──────── RECORDS TO PROCESS

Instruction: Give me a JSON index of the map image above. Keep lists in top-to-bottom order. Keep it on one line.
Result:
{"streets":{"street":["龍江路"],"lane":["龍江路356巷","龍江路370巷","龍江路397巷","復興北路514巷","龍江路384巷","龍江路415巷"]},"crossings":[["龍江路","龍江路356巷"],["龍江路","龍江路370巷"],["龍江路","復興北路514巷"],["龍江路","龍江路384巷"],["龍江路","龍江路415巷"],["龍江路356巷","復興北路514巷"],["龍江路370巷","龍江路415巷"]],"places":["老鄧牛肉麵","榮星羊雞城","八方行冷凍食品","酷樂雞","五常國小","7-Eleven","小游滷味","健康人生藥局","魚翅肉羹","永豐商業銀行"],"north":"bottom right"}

────────────────
──────── RECORDS TO PROCESS

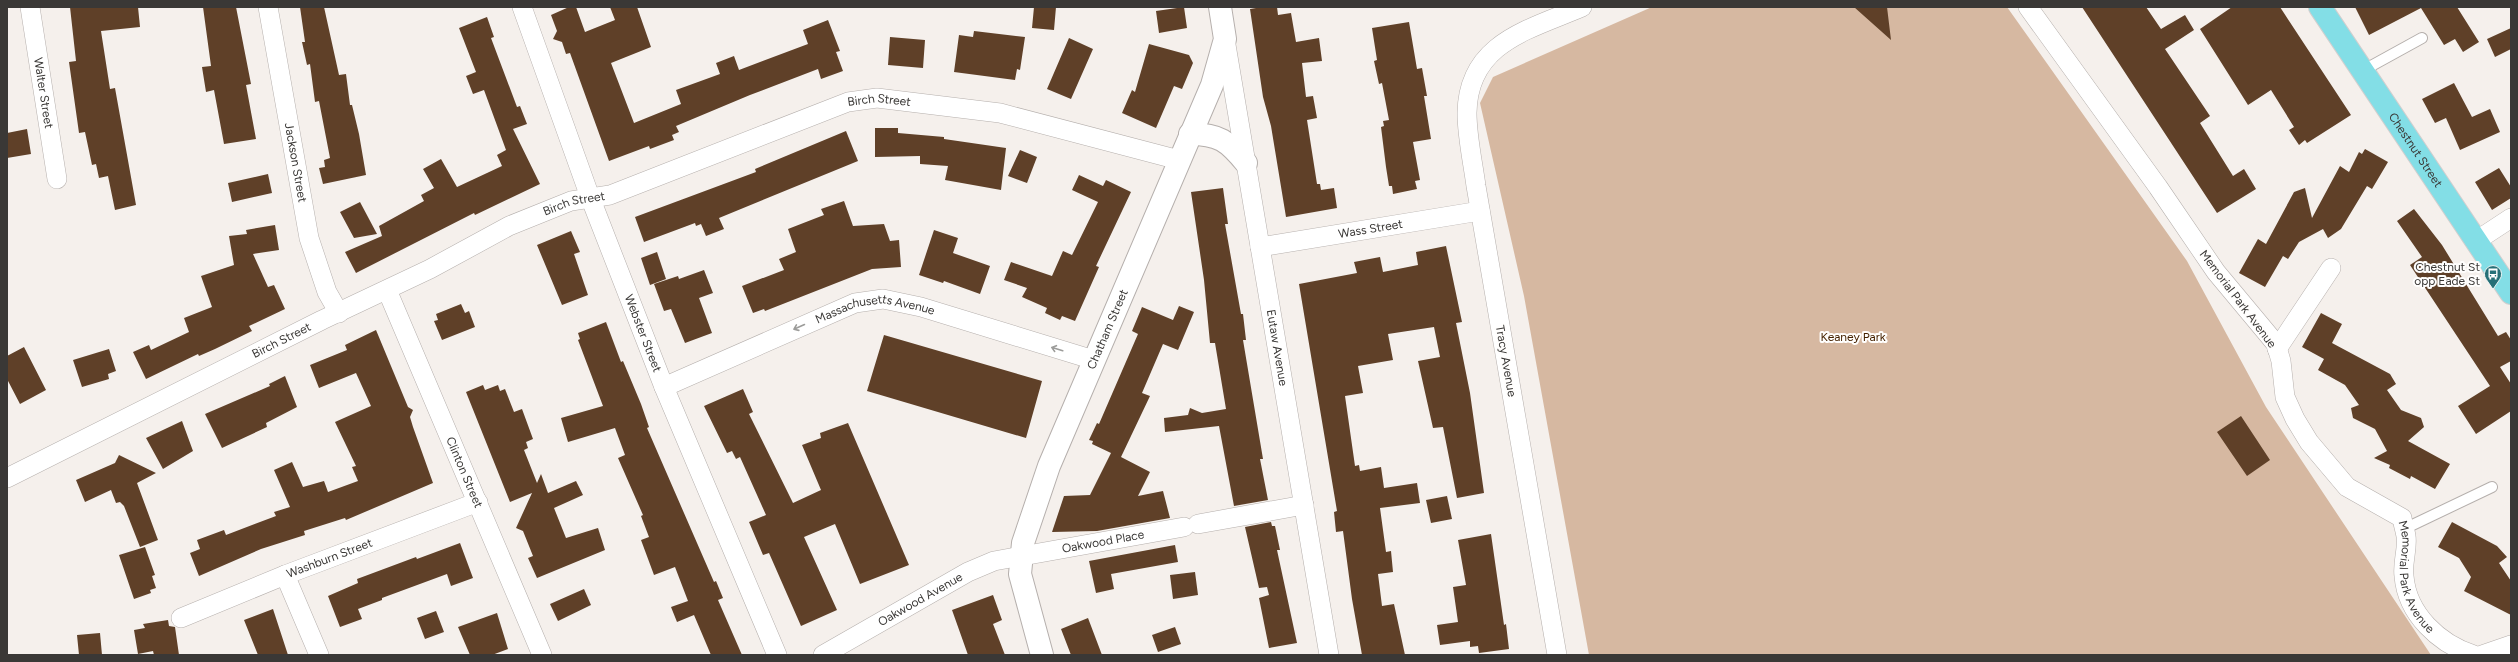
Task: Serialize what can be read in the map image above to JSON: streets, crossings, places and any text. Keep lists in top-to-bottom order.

────────────────

▸ **ASSIGNMENT**
When a line in the listing has the string "image" in it, return that line.

▸ **RESPONSE**
Instruction: Give me a JSON index of the map image above. Keep lists in top-to-bottom order. Keep it on one line.
Task: Serialize what can be read in the map image above to JSON: streets, crossings, places and any text. Keep lists in top-to-bottom order.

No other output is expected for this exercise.